HIV, which causes AIDS, can bind to dendritic cells via various receptors expressed on the cell. The best studied example is DC-SIGN (usually on MDC subset 1, but also on other subsets under certain conditions; since not all dendritic cell subsets express DC-SIGN, its exact role in sexual HIV-1 transmission is not clear).
When the dendritic cell takes up HIV and then travels to the lymph node, the virus is able to move to helper T-cells, and this infection of helper T-cells is the major cause of disease.
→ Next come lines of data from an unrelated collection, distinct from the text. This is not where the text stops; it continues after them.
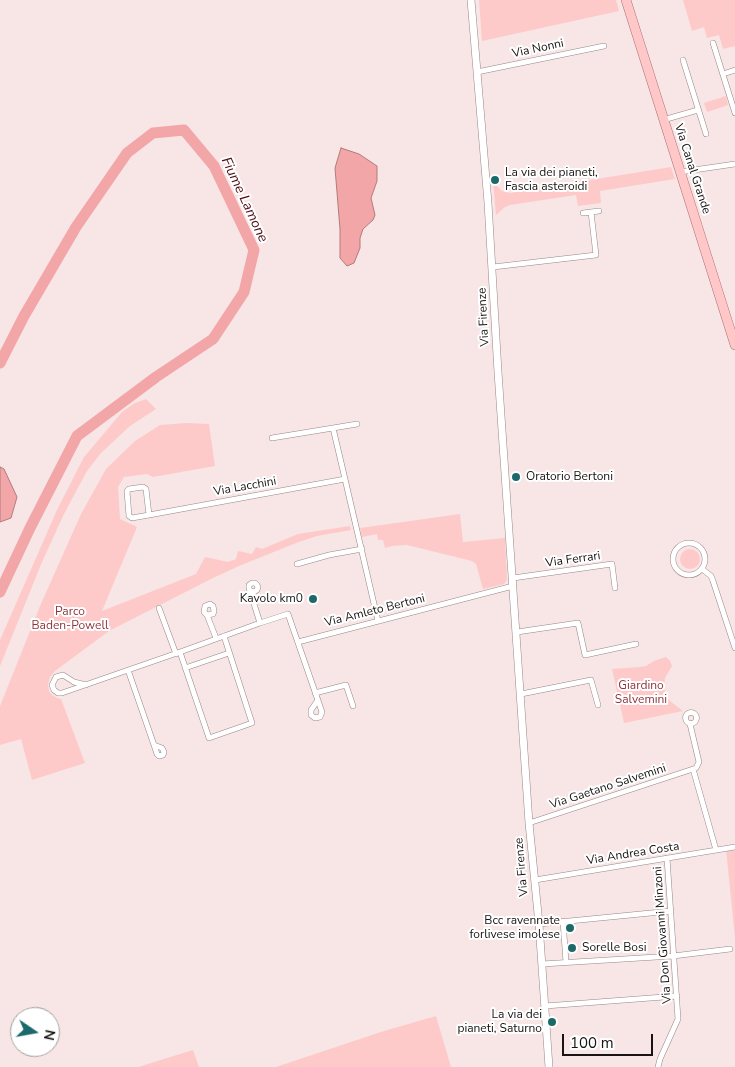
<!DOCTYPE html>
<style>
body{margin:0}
#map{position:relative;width:735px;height:1067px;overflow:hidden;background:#f7e6e5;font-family:"Nunito Sans",sans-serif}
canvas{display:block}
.north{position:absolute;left:10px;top:1007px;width:50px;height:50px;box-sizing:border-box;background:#fff;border:1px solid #a3a1a1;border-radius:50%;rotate:102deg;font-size:14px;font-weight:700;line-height:20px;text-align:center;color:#191313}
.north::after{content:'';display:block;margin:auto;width:18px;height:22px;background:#1c696c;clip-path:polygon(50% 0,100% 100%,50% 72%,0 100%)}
.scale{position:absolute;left:562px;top:1034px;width:91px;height:22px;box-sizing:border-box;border:2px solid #191313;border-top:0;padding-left:6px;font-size:15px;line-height:18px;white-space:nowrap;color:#191313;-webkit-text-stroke:4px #fff;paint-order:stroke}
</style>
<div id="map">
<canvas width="735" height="1067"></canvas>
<div class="north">N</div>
<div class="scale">100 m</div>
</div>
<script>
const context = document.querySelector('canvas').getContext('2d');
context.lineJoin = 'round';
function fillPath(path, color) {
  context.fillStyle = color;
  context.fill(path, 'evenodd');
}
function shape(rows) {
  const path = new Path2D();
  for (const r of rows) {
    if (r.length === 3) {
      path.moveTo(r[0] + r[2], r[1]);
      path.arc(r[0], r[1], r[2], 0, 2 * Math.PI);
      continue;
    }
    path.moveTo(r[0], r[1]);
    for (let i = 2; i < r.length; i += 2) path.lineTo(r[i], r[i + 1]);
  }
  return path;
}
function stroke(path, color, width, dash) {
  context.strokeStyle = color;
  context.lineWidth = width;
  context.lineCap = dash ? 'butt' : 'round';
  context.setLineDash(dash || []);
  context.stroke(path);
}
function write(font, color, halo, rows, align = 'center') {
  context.font = font + ' "Nunito Sans",sans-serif';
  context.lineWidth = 4;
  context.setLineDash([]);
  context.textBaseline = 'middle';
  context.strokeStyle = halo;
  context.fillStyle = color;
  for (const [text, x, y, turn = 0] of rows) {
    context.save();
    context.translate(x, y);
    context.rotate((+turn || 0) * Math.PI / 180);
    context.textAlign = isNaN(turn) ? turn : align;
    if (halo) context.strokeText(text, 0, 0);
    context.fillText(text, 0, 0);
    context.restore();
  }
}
fillPath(shape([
 [479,0,616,0,619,11,482,41],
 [683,0,735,0,735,46,723,49,719,35,707,38,704,27,692,31],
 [726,96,728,105,707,112,704,103],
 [671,167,675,179,600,191,601,203,578,206,576,195,510,205,505,207,496,215,493,182,502,191,510,193],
 [146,399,156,409,130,426,101,453,87,471,64,514,42,562,0,666,0,640,57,510,84,457,122,412,135,403],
 [187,423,209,424,215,466,153,477,147,474,124,477,118,487,120,519,137,527,102,611,196,574,205,557,228,562,236,559,238,551,252,554,256,547,262,549,298,534,350,526,351,530,317,536,296,543,239,566,213,578,109,631,55,671,50,677,48,684,49,691,52,695,57,698,61,699,85,763,32,780,21,739,0,745,0,706,40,606,81,514,106,469,135,441,160,425],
 [460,514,463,542,505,538,507,580,504,584,483,589,476,564,472,561,407,545,392,546,385,548,383,540,378,540,377,534,362,537,360,528],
 [690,559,10],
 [666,657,670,661,672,666,665,678,664,686,665,694,670,701,683,711,624,723,612,669,640,667,646,666,654,661],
 [735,847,735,938,726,849],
 [436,1016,451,1067,276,1067,384,1031],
 [193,1050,199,1067,138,1067]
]), '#fecac9');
const water = shape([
 [341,148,359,154,377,166,377,181,371,198,375,215,373,220,363,229,360,238,360,248,354,263,347,266,340,258,340,229,335,168,341,148],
 [0,467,4,469,17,497,11,518,0,522,0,467]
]);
fillPath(water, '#f3a6a7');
stroke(water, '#b27a7b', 1);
stroke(shape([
 [0,363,24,316,76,227,127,153,153,133,184,130,214,166,254,250,244,292,213,339,156,377,77,436,30,528,0,592]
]), '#f3a6a7', 11);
const minor = shape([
 [713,43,735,113],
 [683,60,706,134],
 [477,72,604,46],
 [723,74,735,70],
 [663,120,698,110],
 [680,172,735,164],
 [591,212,599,211],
 [493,267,596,255,591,212,583,213],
 [272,438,333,428],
 [345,479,333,428,357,424],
 [149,515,146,489,143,487,129,489,127,491,129,516,132,518,149,515,345,479,378,621],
 [689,559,16],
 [297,564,329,555,362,549],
 [702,569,711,576,713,581,735,648],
 [513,578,612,564,615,588],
 [250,591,254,592,257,590,258,587,257,585,255,583,252,583,249,585,249,588,260,623],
 [159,608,176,654],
 [207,615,213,614,214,611,213,606,210,604,205,606,204,612,207,615,216,638],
 [517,632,578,623,585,655,636,644],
 [298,642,513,586],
 [180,652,209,738,252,723,224,636],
 [185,668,229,653],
 [128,670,154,745,157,754,159,756,163,755,164,752,162,748,154,745],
 [86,685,74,682,63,675,56,677,52,685,54,690,58,693,62,693,180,652,260,623,288,614,322,712,320,717,315,718,311,715,311,710,318,700],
 [315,693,346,685,353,706],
 [521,694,591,680,598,705],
 [691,718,5.5],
 [690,724,699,762,696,768,693,769],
 [529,823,693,769,716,850],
 [535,880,735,847],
 [563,921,566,962],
 [539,924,671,911],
 [542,964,673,956,730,949],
 [545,1006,677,996],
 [658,1067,660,1059,678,1019,667,858]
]);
const tertiary = shape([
 [471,0,488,203,498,372,529,823,539,924,549,1067]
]);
const primary = shape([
 [626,0,735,345]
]);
stroke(minor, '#978787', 6);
stroke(tertiary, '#978787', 8);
stroke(primary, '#ae7071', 10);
stroke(minor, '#fff', 5);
stroke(tertiary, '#fff', 7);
stroke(primary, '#ffc7c8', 9);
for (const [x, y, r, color] of [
 [495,180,5,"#1c696c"],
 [516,477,5,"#1c696c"],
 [313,599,5,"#1c696c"],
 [570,928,5,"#1c696c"],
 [572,948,5,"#1c696c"],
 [552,1022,5,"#1c696c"]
]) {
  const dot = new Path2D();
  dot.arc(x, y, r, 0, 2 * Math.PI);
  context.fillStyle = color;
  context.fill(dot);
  stroke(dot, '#fff', 2);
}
write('12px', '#191313', '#fff', [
 ["Via Nonni",538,49,-12],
 ["Via Canal Grande",692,169,72],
 ["Via Firenze",484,317,-93],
 ["Via Lacchini",245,487,-10],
 ["Via Ferrari",573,560,-8],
 ["Via Amleto Bertoni",375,611,-14],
 ["Via Gaetano Salvemini",608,787,-18],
 ["Via Andrea Costa",633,854,-9],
 ["Via Firenze",522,867,-95],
 ["Via Don Giovanni Minzoni",663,935,-94]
]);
write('12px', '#191313', '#fff', [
 ["La via dei pianeti,",505,173],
 ["Fascia asteroidi",505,187],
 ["Oratorio Bertoni",526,477],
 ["Kavolo km0",303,599,"right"],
 ["Bcc ravennate",560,921,"right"],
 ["forlivese imolese",560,935,"right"],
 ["Sorelle Bosi",582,948],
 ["La via dei",542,1015,"right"],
 ["pianeti, Saturno",542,1029,"right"]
], 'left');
write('12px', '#8e353c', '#fff', [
 ["Parco",70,612],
 ["Baden-Powell",70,626],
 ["Giardino",641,686],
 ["Salvemini",641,700]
]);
write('italic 14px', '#500d16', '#fff', [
 ["Fiume Lamone",244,200,65]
]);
</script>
This knowledge has vastly altered our understanding of the infectious cycle of HIV since the mid-1990s, since in the infected dendritic cells, the virus possesses a reservoir which also would have to be targeted by a therapy.
This infection of dendritic cells by HIV explains one mechanism by which the virus could persist after prolonged HAART. Many other viruses, such as the SARS virus seems to use DC-SIGN to 'hitchhike' to its target cells. However, most work with virus binding to DC-SIGN expressing cells has been conducted using in vitro derived cells such as moDCs. The physiological role of DC-SIGN in vivo is more difficult to ascertain.
Altered function of dendritic cells is also known to play a major or even key role in allergy and autoimmune diseases like lupus erythematosus and inflammatory bowel diseases (Crohn's disease and ulcerative colitis).